Material for the task:
[Start of Attachment]
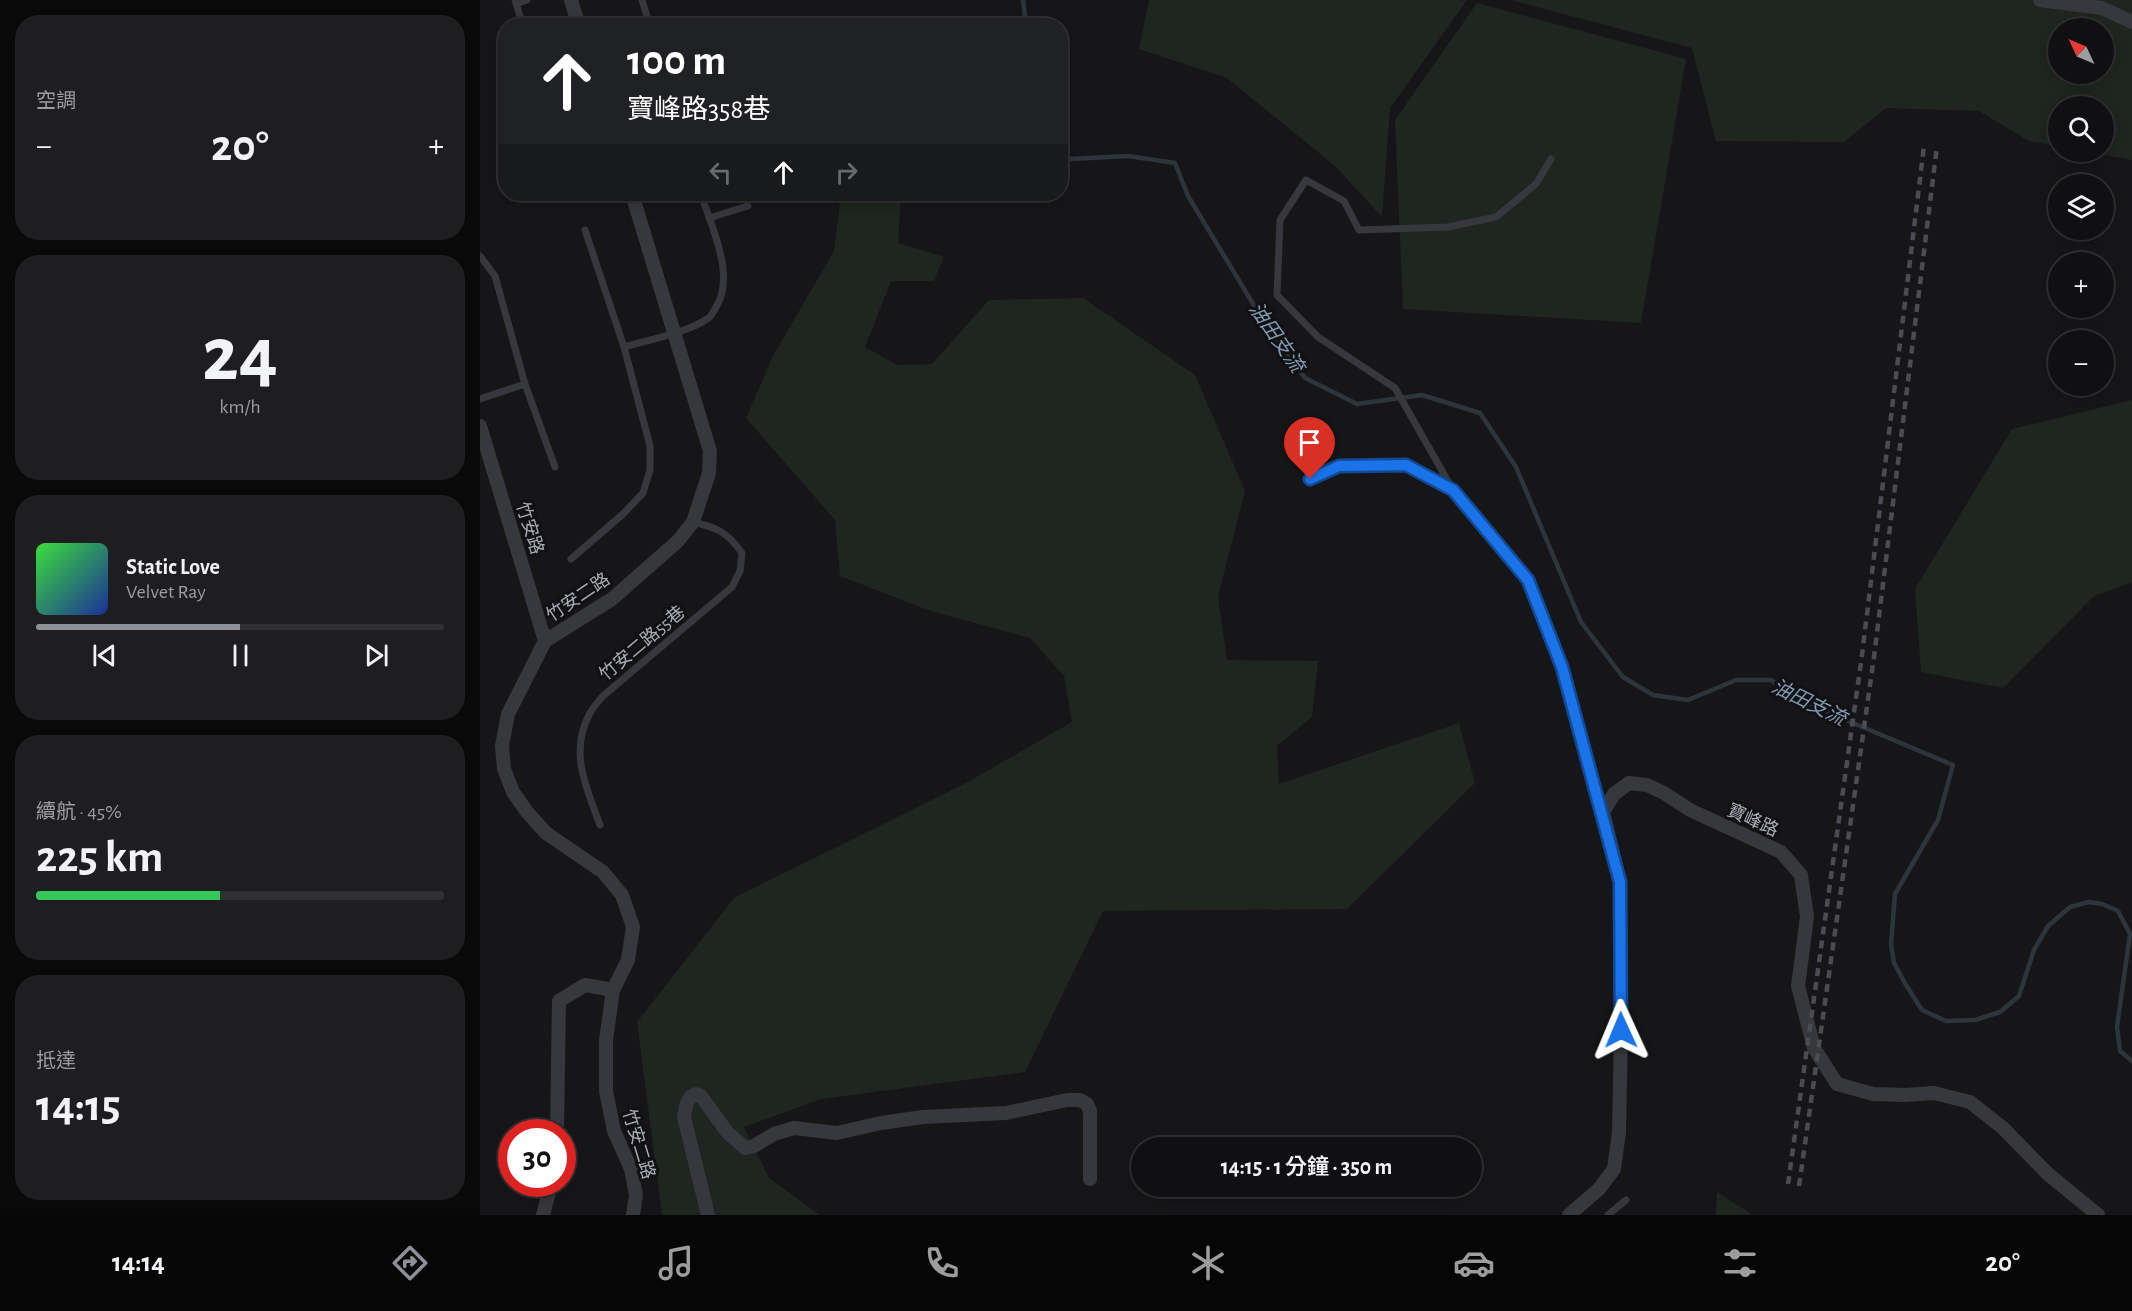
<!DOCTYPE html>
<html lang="zh-TW">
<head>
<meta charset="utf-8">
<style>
	:root { --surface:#101012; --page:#1e1e20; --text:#f1f3f6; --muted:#9c9d9f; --line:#303032; --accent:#8c9099 }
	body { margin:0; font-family:"Alegreya Sans","Noto Sans TC",sans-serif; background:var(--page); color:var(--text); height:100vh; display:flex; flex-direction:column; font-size:22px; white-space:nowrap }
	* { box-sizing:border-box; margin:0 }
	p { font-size:20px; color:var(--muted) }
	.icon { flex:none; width:33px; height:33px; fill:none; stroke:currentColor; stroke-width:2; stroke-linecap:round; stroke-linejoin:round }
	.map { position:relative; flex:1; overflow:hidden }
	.drawer { display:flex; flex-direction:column; gap:15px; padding:15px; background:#09090a; width:480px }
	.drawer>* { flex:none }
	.top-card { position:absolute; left:18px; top:18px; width:570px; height:183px; border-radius:24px; box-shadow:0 3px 15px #0003,0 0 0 2px var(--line); background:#202124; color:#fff; overflow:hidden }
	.needle { width:39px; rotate:314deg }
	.buttons { position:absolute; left:1568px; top:18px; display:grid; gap:12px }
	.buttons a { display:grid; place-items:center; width:66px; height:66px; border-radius:50%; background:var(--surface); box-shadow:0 3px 15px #0003,0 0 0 2px var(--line); font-size:30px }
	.speed { position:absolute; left:18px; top:1119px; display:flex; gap:12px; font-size:30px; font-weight:700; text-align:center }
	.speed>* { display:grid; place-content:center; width:78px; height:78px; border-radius:50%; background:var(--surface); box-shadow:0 3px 15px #0003,0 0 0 2px var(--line); line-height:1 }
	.speed .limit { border:9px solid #d22; background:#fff; color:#111 }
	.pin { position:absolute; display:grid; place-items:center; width:51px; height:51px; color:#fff; margin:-62px -26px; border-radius:50% 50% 50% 0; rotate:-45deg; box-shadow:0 0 6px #0007 }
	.pin .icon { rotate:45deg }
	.me { position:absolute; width:66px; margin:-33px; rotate:359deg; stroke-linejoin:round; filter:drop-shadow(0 0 4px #0008) }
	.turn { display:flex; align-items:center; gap:21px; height:126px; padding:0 30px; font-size:27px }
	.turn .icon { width:78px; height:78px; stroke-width:2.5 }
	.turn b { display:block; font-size:42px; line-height:51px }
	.lanes { display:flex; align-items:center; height:57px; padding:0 30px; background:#0003; justify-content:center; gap:30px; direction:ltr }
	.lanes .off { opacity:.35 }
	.big { font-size:45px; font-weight:600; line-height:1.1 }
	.drawer .card { flex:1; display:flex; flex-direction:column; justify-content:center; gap:9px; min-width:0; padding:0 21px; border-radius:24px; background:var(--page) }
	.drawer .dial { align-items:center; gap:0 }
	.dial b { font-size:78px; line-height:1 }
	.song { display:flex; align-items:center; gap:18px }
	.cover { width:72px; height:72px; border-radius:9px; background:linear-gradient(135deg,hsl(120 70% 55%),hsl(230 70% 35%)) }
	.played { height:6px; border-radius:3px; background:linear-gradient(90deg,var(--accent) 50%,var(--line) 50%) }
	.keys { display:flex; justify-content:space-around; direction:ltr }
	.heat { display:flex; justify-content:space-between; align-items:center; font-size:33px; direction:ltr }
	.charge { height:9px; border-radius:4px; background:linear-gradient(90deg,#34c759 45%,var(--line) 0) }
	.trip { position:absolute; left:651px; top:1137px; width:351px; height:60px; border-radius:30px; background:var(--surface); box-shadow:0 3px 15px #0003,0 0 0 2px var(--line); font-weight:600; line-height:60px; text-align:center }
	.tab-bar { display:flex; height:96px; justify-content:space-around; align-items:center; background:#060607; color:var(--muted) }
	.tab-bar .icon { width:42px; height:42px }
	.tab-bar .current { color:var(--accent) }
	.tab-bar b { font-size:27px; color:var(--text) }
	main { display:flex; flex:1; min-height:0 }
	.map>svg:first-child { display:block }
</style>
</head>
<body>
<main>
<section class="drawer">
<div class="card"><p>空調</p>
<div class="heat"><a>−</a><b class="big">20°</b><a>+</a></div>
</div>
<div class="card dial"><b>24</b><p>km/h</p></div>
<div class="card">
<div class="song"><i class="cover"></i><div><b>Static Love</b><p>Velvet Ray</p></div></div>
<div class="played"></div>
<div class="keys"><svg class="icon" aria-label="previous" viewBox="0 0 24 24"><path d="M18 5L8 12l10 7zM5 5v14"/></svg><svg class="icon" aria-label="pause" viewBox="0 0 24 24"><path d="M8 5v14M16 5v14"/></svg><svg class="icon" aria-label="next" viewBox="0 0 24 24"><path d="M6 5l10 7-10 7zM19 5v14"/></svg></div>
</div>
<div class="card"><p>續航 · 45%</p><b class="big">225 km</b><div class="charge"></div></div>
<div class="card"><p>抵達</p><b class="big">14:15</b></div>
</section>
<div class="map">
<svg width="1652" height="1215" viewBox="0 0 1652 1215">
	<rect width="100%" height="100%" fill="#161618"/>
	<path fill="#1e261f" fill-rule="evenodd" d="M 669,0 L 987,0 L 910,108 L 902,217 L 855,166 L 747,78 L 659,49 Z
		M 1031,0 L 1652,0 L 1652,160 L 1608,152 L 1623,152 L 1623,106 L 1578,106 L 1578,146 L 1549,141 L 1499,111 L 1406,108 L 1364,142 L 1236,141 L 1212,48 ZM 1578,28 L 1623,28 L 1623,74 L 1578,74 Z
		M 997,3 L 1206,59 L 1161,323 L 923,309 L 915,120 Z
		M 361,194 L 421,194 L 418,243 L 464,257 L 454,281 L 411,281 L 385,347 L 417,365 L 452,364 L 509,300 L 603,298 L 715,375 L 765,491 L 738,596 L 747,660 L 838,661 L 832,717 L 797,746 L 799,784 L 979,723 L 995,783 L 867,909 L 623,911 L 545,1072 L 341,1099 L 264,1127 L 289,1178 L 340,1215 L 182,1215 L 157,1022 L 254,898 L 486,783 L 592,722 L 584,676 L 550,638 L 448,610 L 360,576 L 355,520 L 266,418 L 293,356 L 354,251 Z
		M 1652,400 L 1652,582 L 1614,596 L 1523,688 L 1441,672 L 1435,589 L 1532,429 Z
		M 1237,1192 L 1270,1213 L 1270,1215 L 1236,1215 Z"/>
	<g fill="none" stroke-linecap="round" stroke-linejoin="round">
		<path stroke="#2c353c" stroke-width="4.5" d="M 543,0 L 546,26
			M 580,148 L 590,159 L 648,156 L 695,163 L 708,196 L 778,312 L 825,378 L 877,404 L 942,395 L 1000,413 L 1036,467 L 1101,622 L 1143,677 L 1173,695 L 1208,700 L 1256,680 L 1291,680 L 1335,707 L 1473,765 L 1458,820 L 1415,894 L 1411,944 L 1414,963 L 1426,985 L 1442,1010 L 1466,1021 L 1495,1020 L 1520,1012 L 1539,996 L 1554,950 L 1568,926 L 1590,907 L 1609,902 L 1622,904 L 1638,911 L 1650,934 L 1637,1027 L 1640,1051 L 1652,1061"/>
		<path stroke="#37383d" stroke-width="7" d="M 35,0 L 43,26
			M 162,0 L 170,26
			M 36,4 L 47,0
			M 229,218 L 268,206
			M 0,256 L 15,276 L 45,384 L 75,467
			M 144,347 C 168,340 206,333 227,319 C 231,317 233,312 235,309 C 257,277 231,226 221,194
			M 0,399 L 45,384
			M 830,479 L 859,466 L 926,465 L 973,490 L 1048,580 L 1082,667 L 1123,812
			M 973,490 L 915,388 L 838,337 L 797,295 L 800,220 L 826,180 L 864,201 L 879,230 L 968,227 L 1016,217 L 1056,184 L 1071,159
			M 91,559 L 143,514 L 163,493 L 170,470 L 170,446 L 144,347 L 105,230
			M 120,825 C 107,789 89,753 109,715 C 112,708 118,702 123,696 L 252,587 L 260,571 L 262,553 C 247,532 238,528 213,522
			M 1128,1215 L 1146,1200"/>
		<path stroke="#37383d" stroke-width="14" d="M 91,0 L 99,26
			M 1560,0 L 1622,8 L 1652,22
			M 152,194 L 230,451 L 229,473 L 213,522 L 198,541 L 132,599 L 65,641 L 28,714 L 22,746 L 24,769 L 33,792 L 47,812 L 66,833 L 123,872 L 142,895 L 153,927 L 148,960 L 133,990 L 126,1040 L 126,1091 L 134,1131 L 151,1169 L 156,1195 L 153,1215
			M 0,426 L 65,641
			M 77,1132 L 79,1001 L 105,985 L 133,990
			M 63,1215 L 71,1184
			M 228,1215 L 204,1117 C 206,1108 206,1097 216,1094 L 221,1096 L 247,1132 L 265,1148 L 274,1146 L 294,1134 L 314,1128 L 357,1133 L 401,1123 L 443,1117 L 526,1113 L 587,1100 L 600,1100 L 607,1104 L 610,1111 L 610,1179
			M 1089,1215 L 1119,1189 L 1134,1169 L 1139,1132 L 1141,1030 L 1140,882 L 1123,812 L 1134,794 L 1149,783 L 1167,785 L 1184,793 L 1210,810 L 1301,852 L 1321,875 L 1327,917 L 1318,986 L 1334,1048 L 1357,1084 L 1393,1094 L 1425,1095 L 1454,1093 L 1490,1102 L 1523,1128 L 1568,1174 L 1618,1215"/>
		<path stroke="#4a4c52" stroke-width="4.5" stroke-dasharray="8 6" stroke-linecap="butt" d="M 1308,1184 L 1382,655 L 1444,146
			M 1319,1186 L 1394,657 L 1457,146"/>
	</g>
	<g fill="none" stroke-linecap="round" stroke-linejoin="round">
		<g stroke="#114b97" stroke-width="15">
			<path id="route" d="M 830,479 L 859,466 L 926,465 L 973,490 L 1048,580 L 1082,667 L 1140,882 L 1141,1030"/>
		</g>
		<use href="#route" stroke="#1a73e8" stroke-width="10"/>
	</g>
	<g text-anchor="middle" stroke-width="6" stroke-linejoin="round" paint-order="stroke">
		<g font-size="18" fill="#a8adb8" stroke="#111113">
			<text transform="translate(50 528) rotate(73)" y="6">竹安路</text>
			<text transform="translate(98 597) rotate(-34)" y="6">竹安二路</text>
			<text transform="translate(162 643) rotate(-40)" y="6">竹安二路55巷</text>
			<text transform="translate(1273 820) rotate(24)" y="6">寶峰路</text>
			<text transform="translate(159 1144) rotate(73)" y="6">竹安二路</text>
		</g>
		<g font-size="20" font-style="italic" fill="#7f9bb3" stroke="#111113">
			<text transform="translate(797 337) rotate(55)" y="7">油田支流</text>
			<text transform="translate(1329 702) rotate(26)" y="7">油田支流</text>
		</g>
	</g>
</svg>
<div class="buttons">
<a><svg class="needle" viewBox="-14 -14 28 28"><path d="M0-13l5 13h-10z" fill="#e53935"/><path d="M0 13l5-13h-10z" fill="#9c9d9f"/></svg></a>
<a><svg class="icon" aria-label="search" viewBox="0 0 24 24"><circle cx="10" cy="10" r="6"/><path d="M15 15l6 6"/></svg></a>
<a><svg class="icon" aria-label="layers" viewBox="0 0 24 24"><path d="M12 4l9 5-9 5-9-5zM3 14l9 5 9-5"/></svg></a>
<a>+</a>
<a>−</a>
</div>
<div class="speed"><div class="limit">30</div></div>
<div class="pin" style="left:830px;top:479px;background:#d93025"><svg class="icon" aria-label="arrive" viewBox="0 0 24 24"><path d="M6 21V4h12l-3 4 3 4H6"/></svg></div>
<svg class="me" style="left:1141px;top:1030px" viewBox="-20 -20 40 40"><path d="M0-17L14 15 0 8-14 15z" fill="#1a73e8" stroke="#fff" stroke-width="4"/></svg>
<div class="trip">14:15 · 1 分鐘 · 350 m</div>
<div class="top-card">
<div class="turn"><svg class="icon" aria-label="ahead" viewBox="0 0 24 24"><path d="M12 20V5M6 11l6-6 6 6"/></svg><div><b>100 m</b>寶峰路358巷</div></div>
<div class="lanes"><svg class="icon off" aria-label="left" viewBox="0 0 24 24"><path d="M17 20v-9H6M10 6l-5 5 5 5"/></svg><svg class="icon" aria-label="ahead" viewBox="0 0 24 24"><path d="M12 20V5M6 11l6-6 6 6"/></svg><svg class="icon off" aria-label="right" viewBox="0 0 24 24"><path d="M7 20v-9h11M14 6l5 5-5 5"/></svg></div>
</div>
</div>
</main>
<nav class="tab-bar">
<b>14:14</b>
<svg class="icon current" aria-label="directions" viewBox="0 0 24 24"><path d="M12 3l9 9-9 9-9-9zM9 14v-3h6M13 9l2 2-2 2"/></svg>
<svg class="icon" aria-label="music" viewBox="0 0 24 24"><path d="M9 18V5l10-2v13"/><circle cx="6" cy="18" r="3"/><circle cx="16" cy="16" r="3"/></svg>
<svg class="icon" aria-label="phone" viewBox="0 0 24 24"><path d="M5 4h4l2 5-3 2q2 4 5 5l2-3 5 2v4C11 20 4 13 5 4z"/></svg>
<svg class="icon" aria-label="climate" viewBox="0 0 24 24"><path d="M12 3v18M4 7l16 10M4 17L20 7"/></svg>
<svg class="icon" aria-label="car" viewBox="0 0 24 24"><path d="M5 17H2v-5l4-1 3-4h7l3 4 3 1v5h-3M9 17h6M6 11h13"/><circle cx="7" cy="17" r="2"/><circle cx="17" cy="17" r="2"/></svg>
<svg class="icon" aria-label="filters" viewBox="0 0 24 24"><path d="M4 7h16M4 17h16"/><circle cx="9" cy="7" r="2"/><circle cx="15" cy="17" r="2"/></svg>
<b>20°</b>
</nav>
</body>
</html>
[End of Attachment]
Exercise aim: Going through the listing above line by line, tally those containing "buttons" and state only the total.

Your solution: 3